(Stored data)
:::

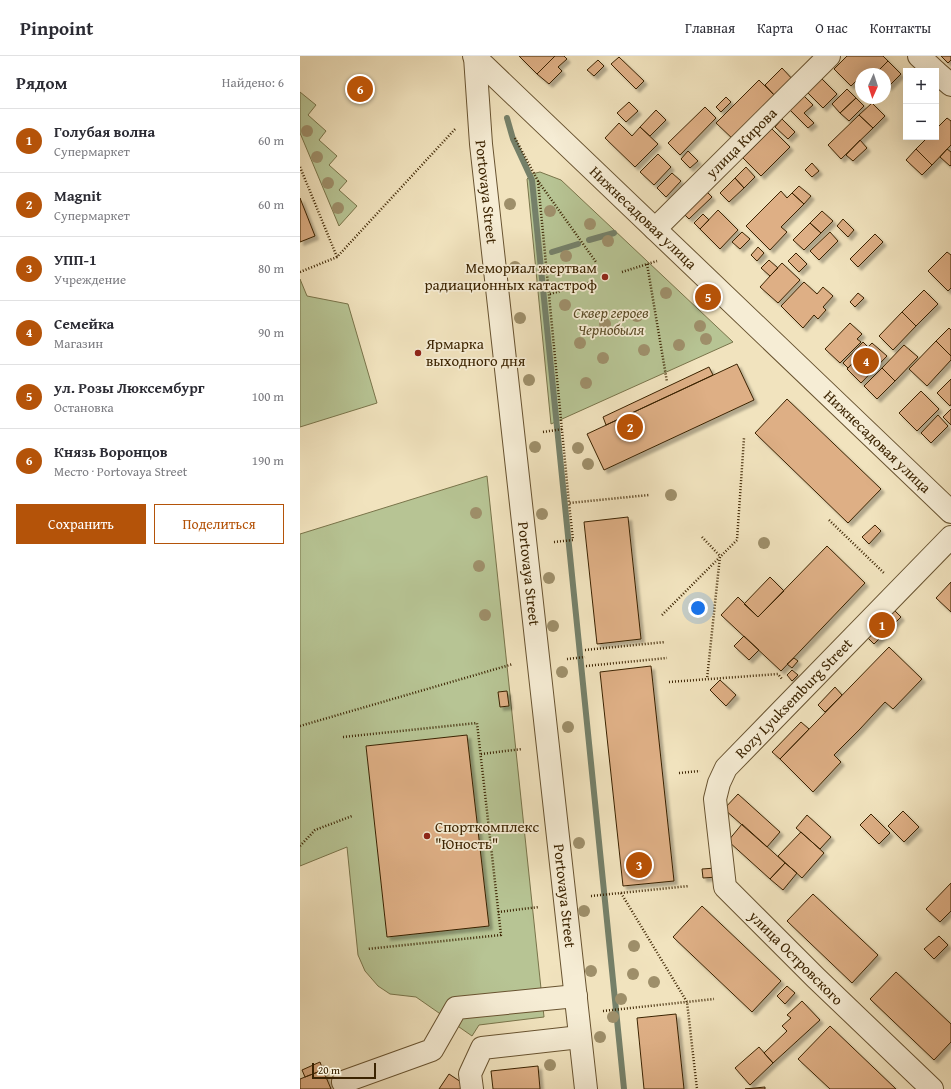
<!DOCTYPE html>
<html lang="ru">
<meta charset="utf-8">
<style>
:root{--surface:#fff;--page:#f2f2f3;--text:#2b2b33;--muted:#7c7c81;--line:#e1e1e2;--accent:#b45309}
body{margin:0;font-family:"Gentium Book Plus",serif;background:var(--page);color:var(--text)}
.controls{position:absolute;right:12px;top:12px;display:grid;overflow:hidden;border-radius:0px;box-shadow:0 4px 16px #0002}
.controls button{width:36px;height:36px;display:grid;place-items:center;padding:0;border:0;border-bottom:1px solid var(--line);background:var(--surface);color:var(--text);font:20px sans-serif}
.compass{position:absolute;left:555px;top:12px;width:36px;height:36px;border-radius:50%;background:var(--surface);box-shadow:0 4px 16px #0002;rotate:183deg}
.scale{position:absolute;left:12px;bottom:10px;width:64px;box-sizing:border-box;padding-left:4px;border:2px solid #3b2301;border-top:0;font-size:11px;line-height:14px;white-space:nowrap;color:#3b2301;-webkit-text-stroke:3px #f6edd5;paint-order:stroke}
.you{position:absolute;left:398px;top:552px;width:14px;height:14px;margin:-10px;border:3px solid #fff;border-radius:50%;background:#1a73e8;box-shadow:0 0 0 6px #1a73e833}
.badge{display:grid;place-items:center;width:26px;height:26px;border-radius:50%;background:var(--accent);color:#fff;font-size:13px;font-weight:700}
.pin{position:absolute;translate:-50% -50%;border:2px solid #fff;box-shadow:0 1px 4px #0006}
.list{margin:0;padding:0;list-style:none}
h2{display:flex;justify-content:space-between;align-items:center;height:52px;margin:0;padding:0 16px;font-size:17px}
h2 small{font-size:13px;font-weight:400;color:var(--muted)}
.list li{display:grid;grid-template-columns:26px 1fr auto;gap:12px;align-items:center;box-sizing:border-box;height:64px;padding:0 16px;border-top:1px solid var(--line)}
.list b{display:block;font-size:15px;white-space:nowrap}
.list p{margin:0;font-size:13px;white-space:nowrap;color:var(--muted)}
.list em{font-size:13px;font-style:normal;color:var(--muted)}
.actions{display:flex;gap:8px;padding:12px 16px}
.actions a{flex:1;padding:9px 0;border:1px solid var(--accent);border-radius:0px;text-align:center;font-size:14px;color:var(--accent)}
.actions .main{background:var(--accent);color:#fff}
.map{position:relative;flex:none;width:651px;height:1033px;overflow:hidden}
header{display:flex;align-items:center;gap:24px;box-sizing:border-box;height:56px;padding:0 20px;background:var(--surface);border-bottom:1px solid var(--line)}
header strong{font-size:19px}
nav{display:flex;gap:22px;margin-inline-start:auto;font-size:14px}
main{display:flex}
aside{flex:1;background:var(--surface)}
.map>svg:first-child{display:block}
.green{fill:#b7c494;stroke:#79744a}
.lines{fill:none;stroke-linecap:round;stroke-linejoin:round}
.stream{stroke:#758069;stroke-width:6}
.building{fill:#deaf85;stroke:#3b2301;filter:url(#shadow)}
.minor-casing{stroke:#685330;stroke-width:24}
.path{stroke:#3b2301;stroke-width:2.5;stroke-dasharray:1 2;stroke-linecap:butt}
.minor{stroke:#f6edd5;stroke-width:22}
.tree{fill:#9e8f6a}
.poi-dot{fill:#8f2418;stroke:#f6edd5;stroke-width:1.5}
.labels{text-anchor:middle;stroke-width:3.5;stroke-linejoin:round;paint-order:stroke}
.street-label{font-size:15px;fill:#3b2301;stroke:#f6edd5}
.poi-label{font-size:15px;fill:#3b2301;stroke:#f6edd5;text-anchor:start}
.park-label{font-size:15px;font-style:italic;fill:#5a4b26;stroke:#f6edd5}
</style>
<header>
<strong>Pinpoint</strong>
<nav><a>Главная</a><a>Карта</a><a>О нас</a><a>Контакты</a></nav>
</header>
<main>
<aside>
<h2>Рядом<small>Найдено: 6</small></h2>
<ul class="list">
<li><span class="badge">1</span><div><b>Голубая волна</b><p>Супермаркет</p></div><em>60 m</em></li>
<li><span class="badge">2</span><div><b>Magnit</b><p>Супермаркет</p></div><em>60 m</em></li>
<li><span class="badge">3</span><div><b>УПП-1</b><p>Учреждение</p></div><em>80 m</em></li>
<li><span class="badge">4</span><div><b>Семейка</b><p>Магазин</p></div><em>90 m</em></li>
<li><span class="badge">5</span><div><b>ул. Розы Люксембург</b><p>Остановка</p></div><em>100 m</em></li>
<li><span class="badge">6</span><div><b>Князь Воронцов</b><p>Место · Portovaya Street</p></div><em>190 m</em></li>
</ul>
<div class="actions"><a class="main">Сохранить</a><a>Поделиться</a></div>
</aside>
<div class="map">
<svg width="651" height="1033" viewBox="0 0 651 1033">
<defs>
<filter id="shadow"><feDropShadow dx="3.5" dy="3.5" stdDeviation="1" flood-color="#0004"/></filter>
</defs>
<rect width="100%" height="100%" fill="#f1e3be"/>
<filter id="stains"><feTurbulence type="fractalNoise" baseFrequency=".005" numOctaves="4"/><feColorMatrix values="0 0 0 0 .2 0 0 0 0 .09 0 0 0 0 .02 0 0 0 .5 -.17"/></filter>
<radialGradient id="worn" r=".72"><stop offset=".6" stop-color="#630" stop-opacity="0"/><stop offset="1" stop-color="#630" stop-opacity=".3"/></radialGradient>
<!-- green -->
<path class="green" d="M0 36 16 49 8 59 26 75 19 84 37 100 29 109 47 125 39 134 57 150 39 170 0 77Z
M240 116 261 124 433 286 251 368 227 123 232 118Z
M0 223 7 240 48 248 77 347 0 371Z
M187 420 244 961 179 969 172 980 116 941 90 938 78 930 65 915 58 899 47 791 0 810V478Z"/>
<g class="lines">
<!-- stream -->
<path class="stream" d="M207 62 213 83 232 124 324 1033
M289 184 314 177
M252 196 278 188"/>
</g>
<!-- building -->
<path class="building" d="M219 0H255L237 18Z
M255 0H264L267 3 258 11 262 15 249 28 237 18Z
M547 0H583L588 5 575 18H561V20L551 30 534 13Z
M641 0H651V4L648 7Z
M319 1 344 25 336 33 311 8Z
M298 4 304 10 294 20 287 14Z
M588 5 601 18 588 31 585 29V18H575Z
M482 12 495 26 478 43 465 29Z
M519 20 537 38 523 52 505 34Z
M459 24 478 43 435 85 416 67Z
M561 29V37L557 33Z
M547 33 556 42 540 57 532 48Z
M502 38 513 49 504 57 514 67 508 72 487 51Z
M426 41 431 46 421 56 416 51Z
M556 42 564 50 549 65 540 57Z
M329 46 338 55 326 66 317 57Z
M572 47 585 60 573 72 559 59Z
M405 51 416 62 380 99 368 87Z
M356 54 366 64 350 80 340 71Z
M559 59 573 72 541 103 528 89Z
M647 62 651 65V89L632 109 616 93 628 81H636V73Z
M482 63 495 76 488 83 475 71Z
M319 67 332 80 340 71 358 88 335 111 305 82Z
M472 73 490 91 461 120 443 102Z
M560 84 567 92 553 105 546 99Z
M616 93 632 109 622 119 606 104Z
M647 93 651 96V109L650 110 640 101Z
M388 95 398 105 390 112 381 103Z
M358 98 371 111 354 129 340 116Z
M512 107 519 115 512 121 505 114Z
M446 111 455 121 444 132 435 122Z
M372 117 381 125 366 141 357 132Z
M435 122 444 132 429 146 420 137Z
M499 130 511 140 504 148 492 137Z
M403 132 412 141 389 163 381 155Z
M481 135 487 142 492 137 504 148 481 171 487 176 470 194 446 170Z
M0 142 15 180 0 186Z
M418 154 438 174 420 193 400 173Z
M522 155 533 165 521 177 510 167Z
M403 158 409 164 400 173 394 167Z
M543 163 554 174 548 181 537 170Z
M510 167 521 177 504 194 493 184Z
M442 176 450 183 440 193 432 186Z
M530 176 538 185 519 204 510 195Z
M575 178 583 186 558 211 550 203Z
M458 191 464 197 457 205 451 199Z
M647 196 651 199V232L648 235 628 215Z
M496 197 507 208 499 216 488 205Z
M469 204 478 212 470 220 461 212Z
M482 207 500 224 478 247 460 231Z
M504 226 517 238 523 231 533 240 523 251 526 254 518 263 514 259 503 272 481 250Z
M624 234 638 248 616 270 602 256Z
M558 237 564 242 555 251 550 246Z
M602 256 616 270 593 294 579 280Z
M550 267 562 278 557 283 561 286 540 307 525 293Z
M649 272 651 274V300L636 285Z
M636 285 651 300V304L627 330 609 313Z
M563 286 568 291 548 312 543 307Z
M572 287 587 300 561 327 547 313Z
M604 289 618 301 595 325 582 312Z
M437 308 454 344 304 414 287 378Z
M409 311 413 319 306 369 303 361Z
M582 312 595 325 577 343 564 330Z
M651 323V348L650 350 637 337Z
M621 335 639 353 617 375 599 357Z
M487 343 581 433 548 467 455 377Z
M651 353V369L643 361Z
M638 359 648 370 631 387 621 377Z
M328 461 341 583 297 588 284 466Z
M575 469 581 475 569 488 562 481Z
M527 490 565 527 481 615 421 559 438 541 458 561Z
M470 521 484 535 458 561 444 548Z
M651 526V556L636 542Z
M589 549 601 561 574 588 563 577Z
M444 580 459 594 449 604 434 590Z
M589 591 622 623 593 653 585 646 560 673 534 699 541 706 513 736 480 703Z
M494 602 498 605 492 612 487 608Z
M351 610 374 825 323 830 300 616Z
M492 614 498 619 492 625 487 619Z
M420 624 436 639 426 650 410 634Z
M535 631 542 639 525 656 518 649Z
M207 635 209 650 200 651 198 636Z
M501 666 509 673 480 703 472 696Z
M167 679 189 870 87 881 66 690Z
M438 738 480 776 467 791 424 753Z
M603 755 619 771 604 786 588 770Z
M571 758 590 777 579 788 560 769Z
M507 759 531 781 520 793 496 772Z
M442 768 485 807 470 823 428 785Z
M501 776 524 797 502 822 478 800Z
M485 807 497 817 483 834 470 823Z
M416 812 417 821 403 822 402 813Z
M651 827V855L640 866 626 853Z
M513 838 578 899 552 927 487 865Z
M402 850 481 925 452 956 373 881Z
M639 880 648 889 634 903 624 893Z
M596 916 651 968V986L634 1004 570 943Z
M487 930 495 937 485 948 477 940Z
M502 945 520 964 473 1007 464 997 487 975 482 970 491 962 487 959Z
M376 958 384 1033H344L337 962Z
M530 970 596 1033H530L498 1003Z
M459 991 473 1007 450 1029 435 1012Z
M20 1006 23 1014 5 1021 2 1014Z
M238 1010 240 1033H193L191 1015Z
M23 1014 31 1033H0V1023Z
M149 1018 164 1028 160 1033H139Z
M465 1031V1033H445Z"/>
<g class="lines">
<!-- minor casing -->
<g class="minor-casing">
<g id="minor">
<path id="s1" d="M174 0 651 456"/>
<path id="s2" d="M176 0 175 1 181 88 286 1033"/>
<path d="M619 0 635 15"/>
<path d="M636 16 651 29"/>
<path id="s3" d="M355 173 529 0"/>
<path d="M43 1026 132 994 156 952 276 940"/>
<path d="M172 1033 170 1018 182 992 280 981"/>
<path id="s4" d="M632 1033 516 922 425 831 415 743 419 727 426 712 651 481"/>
</g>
</g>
<!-- path -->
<path class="path" d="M215 82 238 125 296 206
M0 111 37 201
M238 125 269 447
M347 208 367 326
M0 216 37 201 156 72
M322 216 357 205
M250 238 288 227
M243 376 263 373
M529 464 585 518
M402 481 420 500 407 623
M254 486 273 484 269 447 349 439
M362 559 437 484 444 382
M285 594 365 586
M267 603 285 601
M286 610 367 602
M369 626 478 618 482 623
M0 670 213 608
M43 681 177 667 201 879 67 893
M181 698 222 693
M379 717 400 715
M0 790 15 774 52 760
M321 837 387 946 397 1033
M291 840 389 830
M198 856 239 851
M303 955 414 943"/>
<!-- minor -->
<use href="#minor" class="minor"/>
</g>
<!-- trees -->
<g class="tree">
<circle cx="7" cy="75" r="6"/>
<circle cx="17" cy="101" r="6"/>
<circle cx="28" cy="127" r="6"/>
<circle cx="210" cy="148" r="6"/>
<circle cx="38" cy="152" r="6"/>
<circle cx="250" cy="155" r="6"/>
<circle cx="290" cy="168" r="6"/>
<circle cx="308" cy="185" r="6"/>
<circle cx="266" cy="200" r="6"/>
<circle cx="215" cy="211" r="6"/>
<circle cx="366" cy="237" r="6"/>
<circle cx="265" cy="249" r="6"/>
<circle cx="337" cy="260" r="6"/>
<circle cx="220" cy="262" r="6"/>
<circle cx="305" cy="268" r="6"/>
<circle cx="400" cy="270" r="6"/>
<circle cx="406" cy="283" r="6"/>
<circle cx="280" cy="287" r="6"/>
<circle cx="379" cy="289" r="6"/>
<circle cx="344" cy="294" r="6"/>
<circle cx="303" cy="302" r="6"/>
<circle cx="229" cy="324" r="6"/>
<circle cx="286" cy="327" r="6"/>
<circle cx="235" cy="391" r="6"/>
<circle cx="278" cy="392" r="6"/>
<circle cx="288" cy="408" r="6"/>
<circle cx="371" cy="439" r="6"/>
<circle cx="176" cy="457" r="6"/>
<circle cx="242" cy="458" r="6"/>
<circle cx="464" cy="487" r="6"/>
<circle cx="179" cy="510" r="6"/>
<circle cx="249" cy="522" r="6"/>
<circle cx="185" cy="559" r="6"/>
<circle cx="253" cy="570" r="6"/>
<circle cx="262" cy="616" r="6"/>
<circle cx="268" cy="671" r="6"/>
<circle cx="279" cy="787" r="6"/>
<circle cx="284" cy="855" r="6"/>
<circle cx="334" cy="890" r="6"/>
<circle cx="291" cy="915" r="6"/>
<circle cx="333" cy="918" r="6"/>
<circle cx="354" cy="926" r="6"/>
<circle cx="321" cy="943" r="6"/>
<circle cx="313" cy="961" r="6"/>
<circle cx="300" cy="981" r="6"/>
<circle cx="250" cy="1009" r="6"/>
</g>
<!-- markers -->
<g class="poi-dot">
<circle cx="305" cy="221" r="4"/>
<circle cx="118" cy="297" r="4"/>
<circle cx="127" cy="780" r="4"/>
</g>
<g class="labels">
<!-- street labels -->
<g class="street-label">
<text dy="5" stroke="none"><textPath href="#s3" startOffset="122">улица Кирова</textPath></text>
<text dy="5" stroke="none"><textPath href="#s2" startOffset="137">Portovaya Street</textPath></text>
<text dy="5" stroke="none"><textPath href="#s1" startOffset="234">Нижнесадовая улица</textPath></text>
<text dy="5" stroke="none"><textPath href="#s1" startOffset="558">Нижнесадовая улица</textPath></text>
<text dy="5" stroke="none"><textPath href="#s2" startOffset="521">Portovaya Street</textPath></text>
<text dy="5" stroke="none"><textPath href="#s4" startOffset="508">Rozy Lyuksemburg Street</textPath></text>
<text dy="5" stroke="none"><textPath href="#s2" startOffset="845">Portovaya Street</textPath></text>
<text transform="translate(496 902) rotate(45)" y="5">улица Островского</text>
</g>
<!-- poi labels -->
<g class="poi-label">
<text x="297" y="217" text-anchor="end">Мемориал жертвам<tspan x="297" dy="17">радиационных катастроф</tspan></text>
<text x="126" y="293">Ярмарка<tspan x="126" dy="17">выходного дня</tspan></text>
<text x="135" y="776">Спорткомплекс<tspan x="135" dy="17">"Юность"</tspan></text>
</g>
<!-- park labels -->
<g class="park-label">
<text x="311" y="262">Сквер героев<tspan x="311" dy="17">Чернобыля</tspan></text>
</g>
</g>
<rect width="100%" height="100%" filter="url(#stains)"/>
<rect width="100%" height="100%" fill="url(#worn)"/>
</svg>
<div class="controls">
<button>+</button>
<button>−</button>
</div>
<svg class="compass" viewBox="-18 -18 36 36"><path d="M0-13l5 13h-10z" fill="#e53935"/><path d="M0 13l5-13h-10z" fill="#7c7c81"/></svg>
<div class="scale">20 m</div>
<div class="you"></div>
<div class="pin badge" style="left:582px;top:569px">1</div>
<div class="pin badge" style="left:330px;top:371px">2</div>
<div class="pin badge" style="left:339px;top:809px">3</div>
<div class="pin badge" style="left:566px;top:305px">4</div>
<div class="pin badge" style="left:408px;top:241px">5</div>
<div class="pin badge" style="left:60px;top:33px">6</div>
</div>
</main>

:::

PROBLEM TO WORK ON: Output the lines above between the one holding "M252 196 278" and the one holding "M504 226 517", inclusive, with nothing before or after them.

ANSWER TO THIS EXERCISE:
M252 196 278 188"/>
</g>
<!-- building -->
<path class="building" d="M219 0H255L237 18Z
M255 0H264L267 3 258 11 262 15 249 28 237 18Z
M547 0H583L588 5 575 18H561V20L551 30 534 13Z
M641 0H651V4L648 7Z
M319 1 344 25 336 33 311 8Z
M298 4 304 10 294 20 287 14Z
M588 5 601 18 588 31 585 29V18H575Z
M482 12 495 26 478 43 465 29Z
M519 20 537 38 523 52 505 34Z
M459 24 478 43 435 85 416 67Z
M561 29V37L557 33Z
M547 33 556 42 540 57 532 48Z
M502 38 513 49 504 57 514 67 508 72 487 51Z
M426 41 431 46 421 56 416 51Z
M556 42 564 50 549 65 540 57Z
M329 46 338 55 326 66 317 57Z
M572 47 585 60 573 72 559 59Z
M405 51 416 62 380 99 368 87Z
M356 54 366 64 350 80 340 71Z
M559 59 573 72 541 103 528 89Z
M647 62 651 65V89L632 109 616 93 628 81H636V73Z
M482 63 495 76 488 83 475 71Z
M319 67 332 80 340 71 358 88 335 111 305 82Z
M472 73 490 91 461 120 443 102Z
M560 84 567 92 553 105 546 99Z
M616 93 632 109 622 119 606 104Z
M647 93 651 96V109L650 110 640 101Z
M388 95 398 105 390 112 381 103Z
M358 98 371 111 354 129 340 116Z
M512 107 519 115 512 121 505 114Z
M446 111 455 121 444 132 435 122Z
M372 117 381 125 366 141 357 132Z
M435 122 444 132 429 146 420 137Z
M499 130 511 140 504 148 492 137Z
M403 132 412 141 389 163 381 155Z
M481 135 487 142 492 137 504 148 481 171 487 176 470 194 446 170Z
M0 142 15 180 0 186Z
M418 154 438 174 420 193 400 173Z
M522 155 533 165 521 177 510 167Z
M403 158 409 164 400 173 394 167Z
M543 163 554 174 548 181 537 170Z
M510 167 521 177 504 194 493 184Z
M442 176 450 183 440 193 432 186Z
M530 176 538 185 519 204 510 195Z
M575 178 583 186 558 211 550 203Z
M458 191 464 197 457 205 451 199Z
M647 196 651 199V232L648 235 628 215Z
M496 197 507 208 499 216 488 205Z
M469 204 478 212 470 220 461 212Z
M482 207 500 224 478 247 460 231Z
M504 226 517 238 523 231 533 240 523 251 526 254 518 263 514 259 503 272 481 250Z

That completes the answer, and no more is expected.